[Start of Attachment]
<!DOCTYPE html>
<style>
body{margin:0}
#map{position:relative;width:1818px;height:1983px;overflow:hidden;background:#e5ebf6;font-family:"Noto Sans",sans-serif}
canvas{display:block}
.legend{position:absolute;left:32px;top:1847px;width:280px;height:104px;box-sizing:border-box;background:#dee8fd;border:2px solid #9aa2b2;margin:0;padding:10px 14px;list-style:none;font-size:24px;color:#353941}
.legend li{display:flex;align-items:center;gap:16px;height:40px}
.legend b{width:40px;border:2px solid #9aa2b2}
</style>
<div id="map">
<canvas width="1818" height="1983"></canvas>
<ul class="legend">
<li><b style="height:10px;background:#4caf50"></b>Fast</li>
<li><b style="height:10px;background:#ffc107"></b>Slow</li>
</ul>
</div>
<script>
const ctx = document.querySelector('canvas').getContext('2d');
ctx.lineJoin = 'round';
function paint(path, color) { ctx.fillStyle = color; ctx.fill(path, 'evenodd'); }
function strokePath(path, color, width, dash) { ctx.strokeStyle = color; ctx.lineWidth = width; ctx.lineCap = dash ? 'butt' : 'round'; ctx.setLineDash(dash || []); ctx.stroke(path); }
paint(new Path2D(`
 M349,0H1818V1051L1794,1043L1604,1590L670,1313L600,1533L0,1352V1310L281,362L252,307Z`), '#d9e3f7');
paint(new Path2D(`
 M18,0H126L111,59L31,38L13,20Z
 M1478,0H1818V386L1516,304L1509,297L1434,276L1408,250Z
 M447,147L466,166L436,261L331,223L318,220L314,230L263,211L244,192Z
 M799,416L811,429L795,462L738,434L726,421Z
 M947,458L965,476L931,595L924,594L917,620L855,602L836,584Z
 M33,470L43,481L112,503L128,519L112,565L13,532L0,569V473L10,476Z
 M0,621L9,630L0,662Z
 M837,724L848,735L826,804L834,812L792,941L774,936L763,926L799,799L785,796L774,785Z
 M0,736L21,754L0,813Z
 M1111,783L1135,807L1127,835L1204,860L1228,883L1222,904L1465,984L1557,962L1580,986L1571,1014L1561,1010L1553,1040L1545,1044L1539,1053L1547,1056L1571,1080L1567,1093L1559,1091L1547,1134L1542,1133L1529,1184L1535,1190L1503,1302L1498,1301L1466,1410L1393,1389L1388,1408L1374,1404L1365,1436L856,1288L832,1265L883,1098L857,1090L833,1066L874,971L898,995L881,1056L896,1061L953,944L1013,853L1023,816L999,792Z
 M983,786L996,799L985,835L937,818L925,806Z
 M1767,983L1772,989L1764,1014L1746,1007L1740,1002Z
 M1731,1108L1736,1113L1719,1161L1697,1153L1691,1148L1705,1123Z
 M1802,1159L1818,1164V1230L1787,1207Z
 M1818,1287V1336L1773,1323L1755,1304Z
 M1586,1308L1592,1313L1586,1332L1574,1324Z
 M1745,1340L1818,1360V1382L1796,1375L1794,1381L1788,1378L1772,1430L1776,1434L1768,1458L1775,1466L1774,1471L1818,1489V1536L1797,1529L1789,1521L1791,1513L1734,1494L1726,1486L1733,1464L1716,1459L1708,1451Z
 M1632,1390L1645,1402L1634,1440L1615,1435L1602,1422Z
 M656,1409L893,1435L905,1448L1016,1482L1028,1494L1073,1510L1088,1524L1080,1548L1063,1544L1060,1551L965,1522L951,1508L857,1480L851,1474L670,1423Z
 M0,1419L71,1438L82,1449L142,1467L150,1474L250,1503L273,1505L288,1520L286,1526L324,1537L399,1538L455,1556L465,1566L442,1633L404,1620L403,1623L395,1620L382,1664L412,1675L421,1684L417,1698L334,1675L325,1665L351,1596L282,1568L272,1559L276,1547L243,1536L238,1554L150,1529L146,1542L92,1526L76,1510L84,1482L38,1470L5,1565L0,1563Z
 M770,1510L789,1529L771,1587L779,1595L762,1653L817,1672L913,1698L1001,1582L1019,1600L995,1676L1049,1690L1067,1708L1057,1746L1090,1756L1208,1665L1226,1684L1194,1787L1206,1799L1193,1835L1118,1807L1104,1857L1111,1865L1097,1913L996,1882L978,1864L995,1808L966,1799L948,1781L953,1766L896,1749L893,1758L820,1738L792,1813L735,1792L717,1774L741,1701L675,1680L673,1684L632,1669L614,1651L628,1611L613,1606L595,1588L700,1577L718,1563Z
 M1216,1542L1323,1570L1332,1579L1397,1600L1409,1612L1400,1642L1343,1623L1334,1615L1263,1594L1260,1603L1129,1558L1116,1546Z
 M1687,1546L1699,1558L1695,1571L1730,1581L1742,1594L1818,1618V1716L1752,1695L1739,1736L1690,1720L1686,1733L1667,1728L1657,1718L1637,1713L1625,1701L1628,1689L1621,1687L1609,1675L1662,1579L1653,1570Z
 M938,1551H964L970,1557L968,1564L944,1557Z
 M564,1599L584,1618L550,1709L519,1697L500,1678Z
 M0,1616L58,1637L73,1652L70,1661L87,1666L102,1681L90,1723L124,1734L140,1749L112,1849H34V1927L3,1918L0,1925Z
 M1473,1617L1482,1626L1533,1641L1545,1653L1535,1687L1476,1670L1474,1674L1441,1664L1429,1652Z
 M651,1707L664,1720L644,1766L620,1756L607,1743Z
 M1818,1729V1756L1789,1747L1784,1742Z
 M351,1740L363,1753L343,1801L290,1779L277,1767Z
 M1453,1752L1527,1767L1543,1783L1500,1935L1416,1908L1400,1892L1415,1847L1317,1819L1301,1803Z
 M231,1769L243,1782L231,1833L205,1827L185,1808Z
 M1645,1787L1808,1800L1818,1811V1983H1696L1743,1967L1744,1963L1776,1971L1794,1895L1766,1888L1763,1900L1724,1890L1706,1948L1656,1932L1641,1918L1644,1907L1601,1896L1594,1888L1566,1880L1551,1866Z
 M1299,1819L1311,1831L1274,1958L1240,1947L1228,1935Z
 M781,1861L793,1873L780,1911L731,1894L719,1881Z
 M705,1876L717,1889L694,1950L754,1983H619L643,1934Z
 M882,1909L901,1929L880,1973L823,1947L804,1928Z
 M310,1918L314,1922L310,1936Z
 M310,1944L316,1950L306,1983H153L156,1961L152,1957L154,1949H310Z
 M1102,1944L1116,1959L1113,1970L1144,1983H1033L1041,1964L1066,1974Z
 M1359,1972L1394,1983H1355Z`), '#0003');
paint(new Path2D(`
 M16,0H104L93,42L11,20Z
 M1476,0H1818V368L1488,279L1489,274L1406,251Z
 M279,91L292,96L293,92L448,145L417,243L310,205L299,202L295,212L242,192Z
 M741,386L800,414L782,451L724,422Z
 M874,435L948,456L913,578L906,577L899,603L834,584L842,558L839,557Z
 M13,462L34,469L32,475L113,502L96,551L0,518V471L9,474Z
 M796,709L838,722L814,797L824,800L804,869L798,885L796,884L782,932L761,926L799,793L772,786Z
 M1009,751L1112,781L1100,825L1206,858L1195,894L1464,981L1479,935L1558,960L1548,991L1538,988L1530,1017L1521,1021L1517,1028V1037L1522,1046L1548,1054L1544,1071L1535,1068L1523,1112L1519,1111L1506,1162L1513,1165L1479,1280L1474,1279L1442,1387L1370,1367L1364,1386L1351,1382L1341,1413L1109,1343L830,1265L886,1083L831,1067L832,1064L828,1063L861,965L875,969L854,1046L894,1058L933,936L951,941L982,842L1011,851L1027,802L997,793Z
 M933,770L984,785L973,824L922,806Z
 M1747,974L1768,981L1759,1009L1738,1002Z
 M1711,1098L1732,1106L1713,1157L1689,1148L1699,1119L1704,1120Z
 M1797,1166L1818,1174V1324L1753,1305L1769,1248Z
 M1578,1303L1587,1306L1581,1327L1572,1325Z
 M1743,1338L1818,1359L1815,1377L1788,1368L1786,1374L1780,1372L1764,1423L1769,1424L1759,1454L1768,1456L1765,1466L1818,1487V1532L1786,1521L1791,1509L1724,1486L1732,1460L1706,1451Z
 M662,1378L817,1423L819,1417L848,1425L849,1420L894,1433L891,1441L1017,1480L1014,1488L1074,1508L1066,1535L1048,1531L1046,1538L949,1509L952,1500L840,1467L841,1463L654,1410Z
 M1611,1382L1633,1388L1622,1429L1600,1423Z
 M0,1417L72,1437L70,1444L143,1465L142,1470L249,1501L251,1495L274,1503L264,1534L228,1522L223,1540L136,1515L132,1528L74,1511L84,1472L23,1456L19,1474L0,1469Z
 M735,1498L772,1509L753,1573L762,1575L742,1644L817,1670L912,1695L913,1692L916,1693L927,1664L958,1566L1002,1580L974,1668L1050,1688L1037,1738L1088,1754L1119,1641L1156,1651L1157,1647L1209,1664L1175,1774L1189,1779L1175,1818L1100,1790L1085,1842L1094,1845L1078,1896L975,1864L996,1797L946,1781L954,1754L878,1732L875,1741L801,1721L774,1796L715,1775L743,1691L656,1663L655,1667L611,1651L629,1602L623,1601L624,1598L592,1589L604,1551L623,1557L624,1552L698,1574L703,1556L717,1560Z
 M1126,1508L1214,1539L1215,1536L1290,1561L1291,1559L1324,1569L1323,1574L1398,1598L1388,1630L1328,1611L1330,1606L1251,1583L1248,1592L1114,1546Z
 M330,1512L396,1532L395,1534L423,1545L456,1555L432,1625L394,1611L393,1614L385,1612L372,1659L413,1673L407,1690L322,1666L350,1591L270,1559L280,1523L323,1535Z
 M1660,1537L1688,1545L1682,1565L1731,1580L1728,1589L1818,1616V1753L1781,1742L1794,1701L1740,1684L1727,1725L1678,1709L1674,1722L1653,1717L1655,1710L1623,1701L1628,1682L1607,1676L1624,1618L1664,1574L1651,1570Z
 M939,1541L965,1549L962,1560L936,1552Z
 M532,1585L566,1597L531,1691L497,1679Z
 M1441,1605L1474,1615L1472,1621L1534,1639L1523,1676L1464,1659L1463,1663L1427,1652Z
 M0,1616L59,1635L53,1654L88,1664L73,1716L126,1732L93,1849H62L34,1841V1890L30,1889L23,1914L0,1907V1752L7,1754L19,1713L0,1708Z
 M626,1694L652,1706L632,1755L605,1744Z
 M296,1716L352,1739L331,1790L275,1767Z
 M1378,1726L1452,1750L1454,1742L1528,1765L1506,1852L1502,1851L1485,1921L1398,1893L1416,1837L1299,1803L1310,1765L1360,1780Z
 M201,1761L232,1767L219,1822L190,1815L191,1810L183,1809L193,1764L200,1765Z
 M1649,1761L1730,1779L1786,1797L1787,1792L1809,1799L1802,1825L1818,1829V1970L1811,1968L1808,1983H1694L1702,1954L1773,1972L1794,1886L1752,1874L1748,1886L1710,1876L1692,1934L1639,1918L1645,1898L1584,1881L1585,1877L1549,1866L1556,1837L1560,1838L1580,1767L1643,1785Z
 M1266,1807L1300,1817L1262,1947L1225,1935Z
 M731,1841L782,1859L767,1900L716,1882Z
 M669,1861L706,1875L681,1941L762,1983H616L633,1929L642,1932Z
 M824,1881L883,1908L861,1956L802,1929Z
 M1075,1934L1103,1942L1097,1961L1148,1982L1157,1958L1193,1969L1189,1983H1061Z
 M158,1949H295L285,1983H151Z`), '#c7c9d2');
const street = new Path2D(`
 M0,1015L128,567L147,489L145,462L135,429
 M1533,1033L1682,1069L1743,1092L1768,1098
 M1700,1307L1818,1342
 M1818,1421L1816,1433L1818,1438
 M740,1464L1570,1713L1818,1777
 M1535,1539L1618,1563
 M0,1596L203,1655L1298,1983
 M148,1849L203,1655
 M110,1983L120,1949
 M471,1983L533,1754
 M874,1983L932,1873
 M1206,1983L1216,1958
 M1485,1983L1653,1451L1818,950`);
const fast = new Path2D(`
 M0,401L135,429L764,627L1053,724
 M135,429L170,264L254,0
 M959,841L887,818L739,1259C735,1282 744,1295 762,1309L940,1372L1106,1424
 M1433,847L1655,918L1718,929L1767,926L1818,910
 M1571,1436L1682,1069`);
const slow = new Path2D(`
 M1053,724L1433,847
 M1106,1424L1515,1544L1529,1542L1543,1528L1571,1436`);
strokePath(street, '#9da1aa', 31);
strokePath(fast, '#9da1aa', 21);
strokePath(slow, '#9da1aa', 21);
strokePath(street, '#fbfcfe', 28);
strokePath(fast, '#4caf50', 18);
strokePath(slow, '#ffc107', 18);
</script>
[End of Attachment]
Work instructions: All lines from the one containing "const street = new" through the final line of the records above are to be set down exactly, and no other line is to appear.

Exercise answer:
const street = new Path2D(`
 M0,1015L128,567L147,489L145,462L135,429
 M1533,1033L1682,1069L1743,1092L1768,1098
 M1700,1307L1818,1342
 M1818,1421L1816,1433L1818,1438
 M740,1464L1570,1713L1818,1777
 M1535,1539L1618,1563
 M0,1596L203,1655L1298,1983
 M148,1849L203,1655
 M110,1983L120,1949
 M471,1983L533,1754
 M874,1983L932,1873
 M1206,1983L1216,1958
 M1485,1983L1653,1451L1818,950`);
const fast = new Path2D(`
 M0,401L135,429L764,627L1053,724
 M135,429L170,264L254,0
 M959,841L887,818L739,1259C735,1282 744,1295 762,1309L940,1372L1106,1424
 M1433,847L1655,918L1718,929L1767,926L1818,910
 M1571,1436L1682,1069`);
const slow = new Path2D(`
 M1053,724L1433,847
 M1106,1424L1515,1544L1529,1542L1543,1528L1571,1436`);
strokePath(street, '#9da1aa', 31);
strokePath(fast, '#9da1aa', 21);
strokePath(slow, '#9da1aa', 21);
strokePath(street, '#fbfcfe', 28);
strokePath(fast, '#4caf50', 18);
strokePath(slow, '#ffc107', 18);
</script>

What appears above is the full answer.